The records follow. Filter them to the lines that hold "weight".

====

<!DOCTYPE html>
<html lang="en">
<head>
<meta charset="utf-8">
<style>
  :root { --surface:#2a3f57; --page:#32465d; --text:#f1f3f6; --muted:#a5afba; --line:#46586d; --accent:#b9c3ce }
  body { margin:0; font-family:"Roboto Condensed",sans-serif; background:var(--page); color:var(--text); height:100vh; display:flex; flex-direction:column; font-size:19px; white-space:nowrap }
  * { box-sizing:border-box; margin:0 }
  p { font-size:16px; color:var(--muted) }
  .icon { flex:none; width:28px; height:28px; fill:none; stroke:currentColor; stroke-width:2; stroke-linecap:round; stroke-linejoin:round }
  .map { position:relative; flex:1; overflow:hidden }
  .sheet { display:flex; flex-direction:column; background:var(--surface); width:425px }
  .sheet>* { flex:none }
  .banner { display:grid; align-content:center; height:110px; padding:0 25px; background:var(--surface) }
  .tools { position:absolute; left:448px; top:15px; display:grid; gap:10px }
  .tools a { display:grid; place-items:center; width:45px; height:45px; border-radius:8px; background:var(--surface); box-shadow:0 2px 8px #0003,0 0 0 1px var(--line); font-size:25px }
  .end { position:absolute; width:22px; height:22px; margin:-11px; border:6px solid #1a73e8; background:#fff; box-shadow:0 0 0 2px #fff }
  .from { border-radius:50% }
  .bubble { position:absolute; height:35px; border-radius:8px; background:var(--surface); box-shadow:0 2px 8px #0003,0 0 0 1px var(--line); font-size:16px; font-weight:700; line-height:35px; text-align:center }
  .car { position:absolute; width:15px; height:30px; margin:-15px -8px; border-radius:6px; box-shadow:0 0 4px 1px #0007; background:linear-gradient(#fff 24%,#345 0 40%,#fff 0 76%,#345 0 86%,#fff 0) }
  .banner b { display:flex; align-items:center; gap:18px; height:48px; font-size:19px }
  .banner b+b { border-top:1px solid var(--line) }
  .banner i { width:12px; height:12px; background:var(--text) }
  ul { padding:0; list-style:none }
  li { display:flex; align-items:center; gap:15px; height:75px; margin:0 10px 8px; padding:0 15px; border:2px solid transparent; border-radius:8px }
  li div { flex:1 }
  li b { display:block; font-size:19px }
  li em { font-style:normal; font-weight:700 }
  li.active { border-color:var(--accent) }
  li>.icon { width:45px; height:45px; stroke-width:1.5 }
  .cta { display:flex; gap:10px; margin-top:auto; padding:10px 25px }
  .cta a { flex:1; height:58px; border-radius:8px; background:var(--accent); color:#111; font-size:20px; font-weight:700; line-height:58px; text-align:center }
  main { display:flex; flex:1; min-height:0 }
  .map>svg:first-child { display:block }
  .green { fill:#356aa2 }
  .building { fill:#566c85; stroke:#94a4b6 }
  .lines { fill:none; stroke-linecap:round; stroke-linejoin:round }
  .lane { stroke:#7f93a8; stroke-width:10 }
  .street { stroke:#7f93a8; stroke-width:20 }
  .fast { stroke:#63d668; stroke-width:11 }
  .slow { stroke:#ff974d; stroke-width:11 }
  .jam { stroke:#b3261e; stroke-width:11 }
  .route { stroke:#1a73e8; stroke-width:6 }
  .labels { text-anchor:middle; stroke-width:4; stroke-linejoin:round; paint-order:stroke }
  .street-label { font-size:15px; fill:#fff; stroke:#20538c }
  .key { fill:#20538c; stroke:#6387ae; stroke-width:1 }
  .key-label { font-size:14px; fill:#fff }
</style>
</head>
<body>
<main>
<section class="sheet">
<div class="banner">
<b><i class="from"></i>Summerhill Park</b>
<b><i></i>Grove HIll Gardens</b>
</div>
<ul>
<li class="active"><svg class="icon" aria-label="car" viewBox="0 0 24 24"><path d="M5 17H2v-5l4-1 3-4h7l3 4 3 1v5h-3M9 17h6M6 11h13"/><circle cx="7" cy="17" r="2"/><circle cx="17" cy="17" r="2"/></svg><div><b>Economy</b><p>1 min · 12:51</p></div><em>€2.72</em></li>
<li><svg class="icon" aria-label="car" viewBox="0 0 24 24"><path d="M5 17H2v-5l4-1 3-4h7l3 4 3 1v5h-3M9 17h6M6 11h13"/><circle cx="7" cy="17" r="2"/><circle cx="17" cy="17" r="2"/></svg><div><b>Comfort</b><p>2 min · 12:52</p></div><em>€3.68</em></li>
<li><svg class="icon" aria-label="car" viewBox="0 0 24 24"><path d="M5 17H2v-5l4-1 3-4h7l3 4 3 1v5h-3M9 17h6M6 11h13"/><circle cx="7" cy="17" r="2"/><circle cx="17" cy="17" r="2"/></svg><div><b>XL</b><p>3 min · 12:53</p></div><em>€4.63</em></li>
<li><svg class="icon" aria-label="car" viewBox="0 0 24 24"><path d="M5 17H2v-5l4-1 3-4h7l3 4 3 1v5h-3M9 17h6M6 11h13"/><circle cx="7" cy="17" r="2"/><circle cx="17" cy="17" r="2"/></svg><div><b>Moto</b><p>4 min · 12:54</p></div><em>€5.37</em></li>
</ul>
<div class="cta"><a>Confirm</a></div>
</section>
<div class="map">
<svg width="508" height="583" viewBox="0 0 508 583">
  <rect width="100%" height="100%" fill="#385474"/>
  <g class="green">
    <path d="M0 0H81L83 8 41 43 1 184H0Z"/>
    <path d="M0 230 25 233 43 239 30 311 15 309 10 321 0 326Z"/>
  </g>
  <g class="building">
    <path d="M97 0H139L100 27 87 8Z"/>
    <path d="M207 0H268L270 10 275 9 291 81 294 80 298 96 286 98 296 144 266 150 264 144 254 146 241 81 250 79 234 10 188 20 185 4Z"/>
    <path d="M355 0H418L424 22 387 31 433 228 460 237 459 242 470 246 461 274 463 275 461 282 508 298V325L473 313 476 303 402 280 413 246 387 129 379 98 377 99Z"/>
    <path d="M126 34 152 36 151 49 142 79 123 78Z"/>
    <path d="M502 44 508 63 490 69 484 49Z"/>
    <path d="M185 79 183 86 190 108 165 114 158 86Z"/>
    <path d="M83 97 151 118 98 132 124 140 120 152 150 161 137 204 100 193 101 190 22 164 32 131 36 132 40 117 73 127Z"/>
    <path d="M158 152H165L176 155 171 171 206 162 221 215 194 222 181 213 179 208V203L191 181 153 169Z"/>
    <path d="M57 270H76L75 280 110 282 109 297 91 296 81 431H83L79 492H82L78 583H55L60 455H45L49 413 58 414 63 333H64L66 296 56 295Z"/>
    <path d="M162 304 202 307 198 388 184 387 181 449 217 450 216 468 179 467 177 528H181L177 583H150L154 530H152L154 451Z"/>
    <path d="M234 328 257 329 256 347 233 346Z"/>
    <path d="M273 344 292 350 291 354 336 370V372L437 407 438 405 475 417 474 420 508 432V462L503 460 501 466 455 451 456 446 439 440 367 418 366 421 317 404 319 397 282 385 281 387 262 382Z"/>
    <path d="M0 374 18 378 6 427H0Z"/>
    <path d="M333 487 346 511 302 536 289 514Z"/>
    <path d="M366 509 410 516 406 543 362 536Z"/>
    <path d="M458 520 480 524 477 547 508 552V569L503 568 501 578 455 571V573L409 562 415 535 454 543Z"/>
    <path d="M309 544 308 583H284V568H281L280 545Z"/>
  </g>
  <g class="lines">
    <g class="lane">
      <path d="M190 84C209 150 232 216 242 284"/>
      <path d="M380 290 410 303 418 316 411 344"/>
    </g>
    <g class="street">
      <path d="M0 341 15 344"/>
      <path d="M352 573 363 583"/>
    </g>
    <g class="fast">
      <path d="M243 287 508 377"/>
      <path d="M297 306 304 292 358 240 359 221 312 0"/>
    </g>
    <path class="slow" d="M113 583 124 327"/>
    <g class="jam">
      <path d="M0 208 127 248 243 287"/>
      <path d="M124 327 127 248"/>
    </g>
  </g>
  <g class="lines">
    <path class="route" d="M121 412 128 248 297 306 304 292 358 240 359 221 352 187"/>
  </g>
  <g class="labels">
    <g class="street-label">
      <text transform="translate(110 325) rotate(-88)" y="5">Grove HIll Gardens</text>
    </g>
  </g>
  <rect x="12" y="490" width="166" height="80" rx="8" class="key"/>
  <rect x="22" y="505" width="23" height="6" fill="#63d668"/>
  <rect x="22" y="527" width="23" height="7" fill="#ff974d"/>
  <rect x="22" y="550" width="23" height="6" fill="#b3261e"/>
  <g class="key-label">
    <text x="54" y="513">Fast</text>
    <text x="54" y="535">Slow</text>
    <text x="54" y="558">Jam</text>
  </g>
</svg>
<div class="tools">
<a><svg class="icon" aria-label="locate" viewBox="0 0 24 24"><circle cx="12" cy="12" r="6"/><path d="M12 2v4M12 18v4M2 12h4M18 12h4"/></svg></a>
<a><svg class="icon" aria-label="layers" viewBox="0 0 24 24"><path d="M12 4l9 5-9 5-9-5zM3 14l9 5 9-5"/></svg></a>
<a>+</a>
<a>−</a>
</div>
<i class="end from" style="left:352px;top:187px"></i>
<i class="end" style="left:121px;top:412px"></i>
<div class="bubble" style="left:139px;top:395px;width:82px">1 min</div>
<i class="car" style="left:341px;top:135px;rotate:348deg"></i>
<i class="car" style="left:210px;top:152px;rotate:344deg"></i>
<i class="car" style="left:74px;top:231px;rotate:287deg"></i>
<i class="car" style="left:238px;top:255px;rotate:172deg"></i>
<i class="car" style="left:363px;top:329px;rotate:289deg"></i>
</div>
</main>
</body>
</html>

====

_Output of the exercise_:
  .bubble { position:absolute; height:35px; border-radius:8px; background:var(--surface); box-shadow:0 2px 8px #0003,0 0 0 1px var(--line); font-size:16px; font-weight:700; line-height:35px; text-align:center }
  li em { font-style:normal; font-weight:700 }
  .cta a { flex:1; height:58px; border-radius:8px; background:var(--accent); color:#111; font-size:20px; font-weight:700; line-height:58px; text-align:center }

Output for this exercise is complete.